_PROBLEM:_
Exclude images, then output the remaining data verbatim.

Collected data
= Beginning of Section =
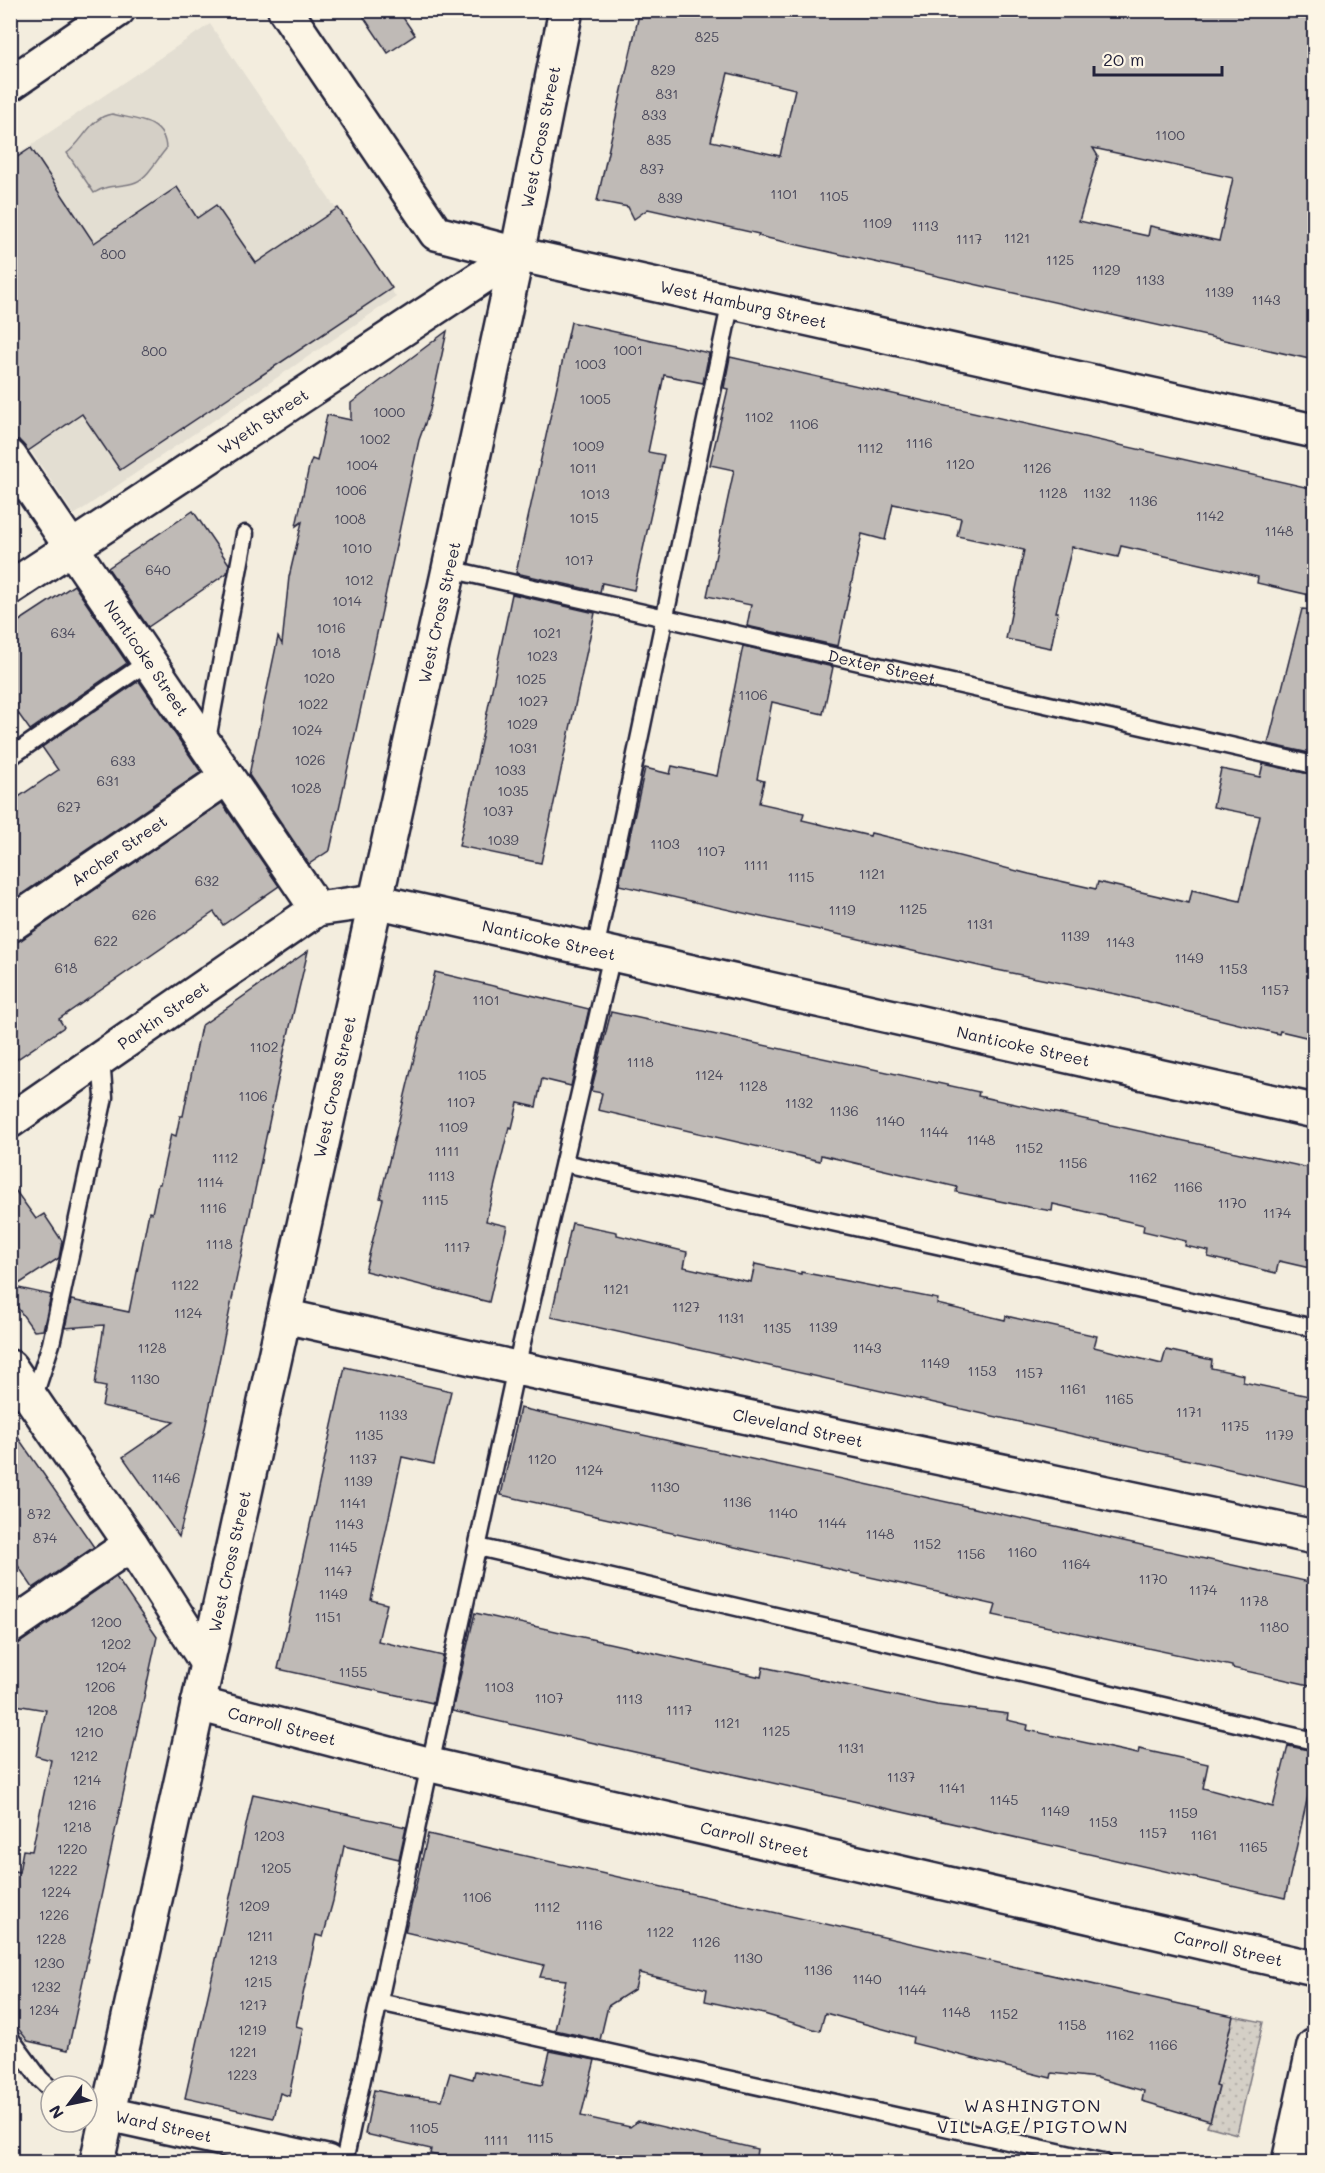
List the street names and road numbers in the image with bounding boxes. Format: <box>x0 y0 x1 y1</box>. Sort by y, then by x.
street label: West Cross Street <box>515 64 565 210</box>
street label: West Hamburg Street <box>658 275 829 333</box>
street label: Wyeth Street <box>213 383 312 458</box>
street label: West Cross Street <box>413 539 465 685</box>
street label: Nanticoke Street <box>100 596 194 720</box>
street label: Dexter Street <box>826 644 938 689</box>
street label: Archer Street <box>67 810 171 890</box>
street label: Nanticoke Street <box>481 914 618 965</box>
street label: Parkin Street <box>113 976 212 1054</box>
street label: West Cross Street <box>308 1014 360 1160</box>
street label: Nanticoke Street <box>955 1020 1092 1071</box>
street label: Cleveland Street <box>731 1403 865 1451</box>
street label: West Cross Street <box>203 1489 255 1634</box>
street label: Carroll Street <box>226 1701 339 1750</box>
street label: Carroll Street <box>698 1816 811 1862</box>
street label: Carroll Street <box>1172 1925 1285 1971</box>
street label: Ward Street <box>114 2105 214 2146</box>

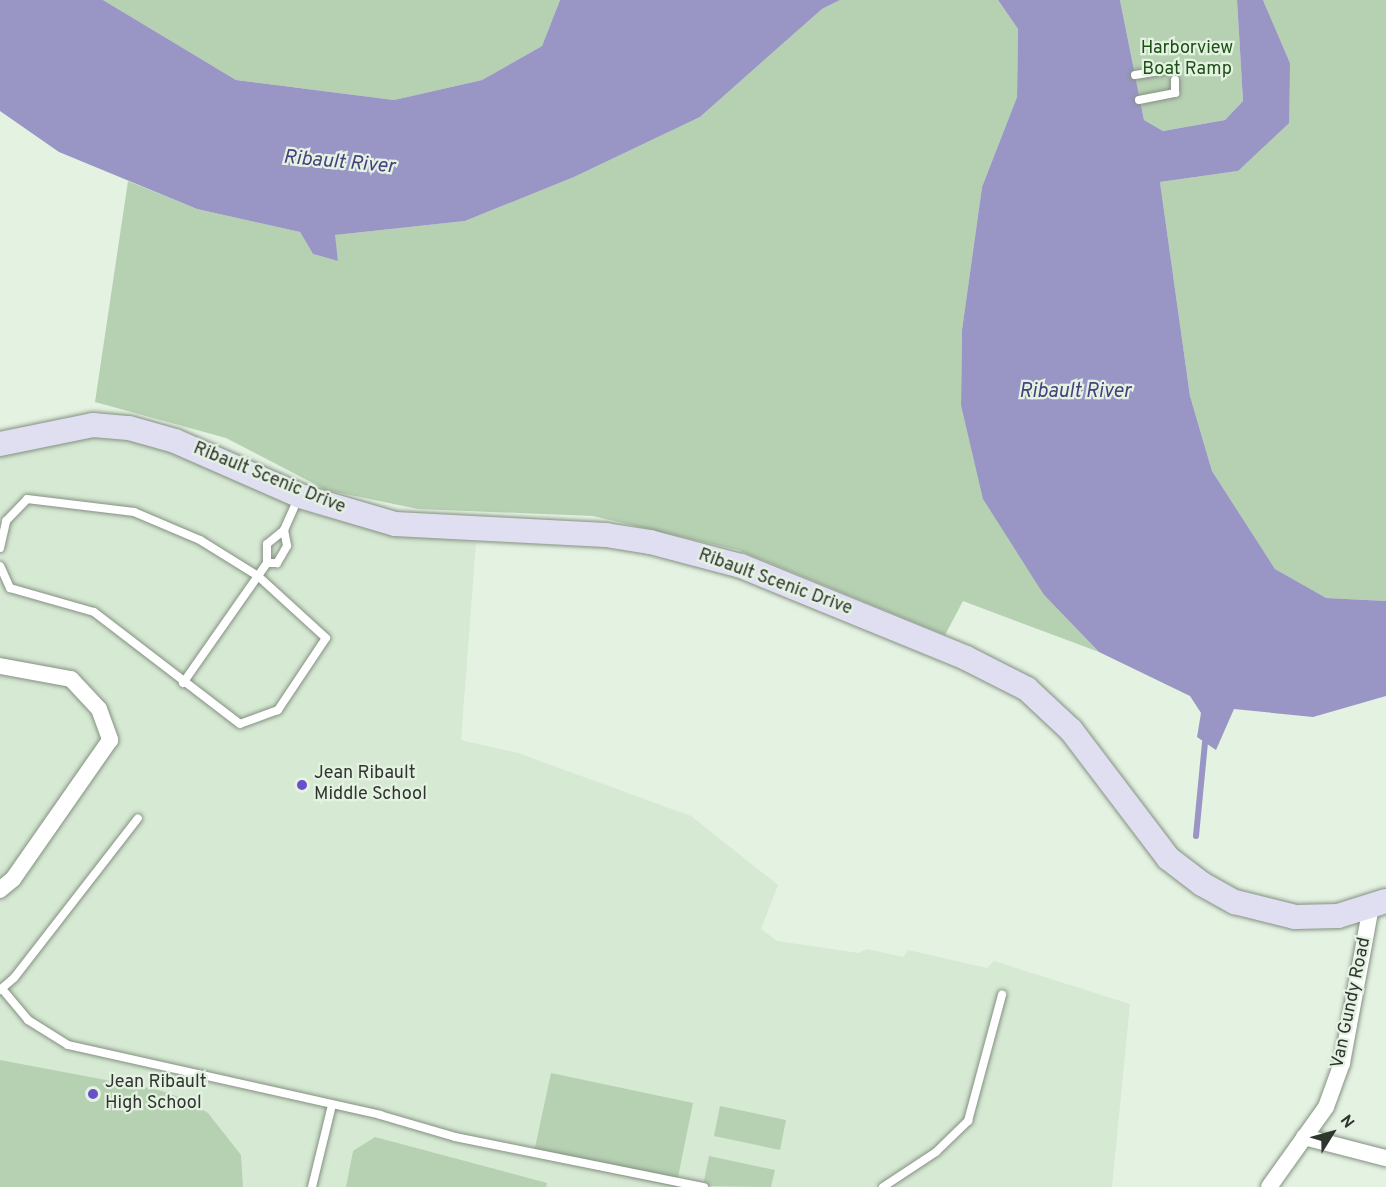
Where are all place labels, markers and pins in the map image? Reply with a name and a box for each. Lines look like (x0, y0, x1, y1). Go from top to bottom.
place label: Jean Ribault Middle School (314, 764, 427, 806)
marker: Jean Ribault Middle School (295, 778, 309, 792)
place label: Jean Ribault High School (105, 1073, 207, 1116)
marker: Jean Ribault High School (86, 1087, 100, 1101)

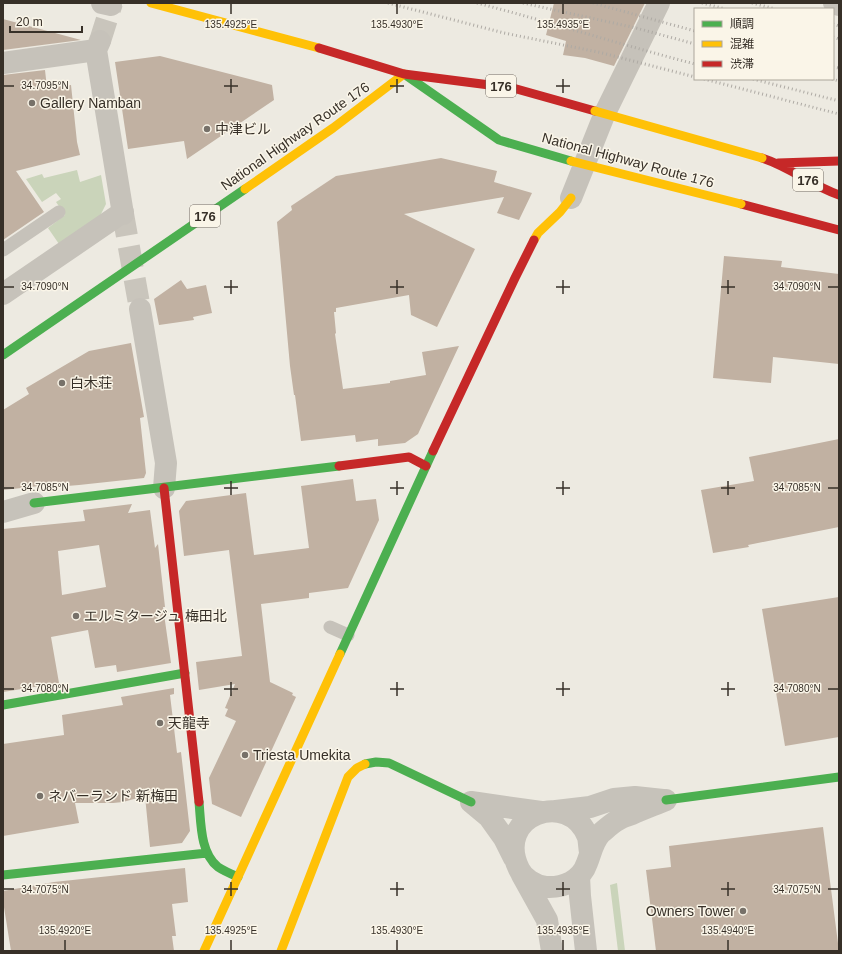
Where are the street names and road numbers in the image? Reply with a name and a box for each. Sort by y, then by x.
road number: 176 [486,75,516,97]
street label: National Highway Route 176 [218,78,372,193]
street label: National Highway Route 176 [540,129,716,191]
road number: 176 [793,169,823,191]
road number: 176 [190,205,220,227]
= End of Section =
_ANSWER BELOW:_
List the street names and road numbers in the image with bounding boxes. Format: <box>x0 y0 x1 y1</box>. Sort by y, then by x.
street label: West Cross Street <box>515 64 565 210</box>
street label: West Hamburg Street <box>658 275 829 333</box>
street label: Wyeth Street <box>213 383 312 458</box>
street label: West Cross Street <box>413 539 465 685</box>
street label: Nanticoke Street <box>100 596 194 720</box>
street label: Dexter Street <box>826 644 938 689</box>
street label: Archer Street <box>67 810 171 890</box>
street label: Nanticoke Street <box>481 914 618 965</box>
street label: Parkin Street <box>113 976 212 1054</box>
street label: West Cross Street <box>308 1014 360 1160</box>
street label: Nanticoke Street <box>955 1020 1092 1071</box>
street label: Cleveland Street <box>731 1403 865 1451</box>
street label: West Cross Street <box>203 1489 255 1634</box>
street label: Carroll Street <box>226 1701 339 1750</box>
street label: Carroll Street <box>698 1816 811 1862</box>
street label: Carroll Street <box>1172 1925 1285 1971</box>
street label: Ward Street <box>114 2105 214 2146</box>

Where are all place labels, markers and pins in the map image? Reply with a name and a box for each. Lines look like (x0, y0, x1, y1). Go from top to bottom.
place label: Jean Ribault Middle School (314, 764, 427, 806)
marker: Jean Ribault Middle School (295, 778, 309, 792)
place label: Jean Ribault High School (105, 1073, 207, 1116)
marker: Jean Ribault High School (86, 1087, 100, 1101)

Where are the street names and road numbers in the image? Reply with a name and a box for each. Sort by y, then by x.
road number: 176 [486,75,516,97]
street label: National Highway Route 176 [218,78,372,193]
street label: National Highway Route 176 [540,129,716,191]
road number: 176 [793,169,823,191]
road number: 176 [190,205,220,227]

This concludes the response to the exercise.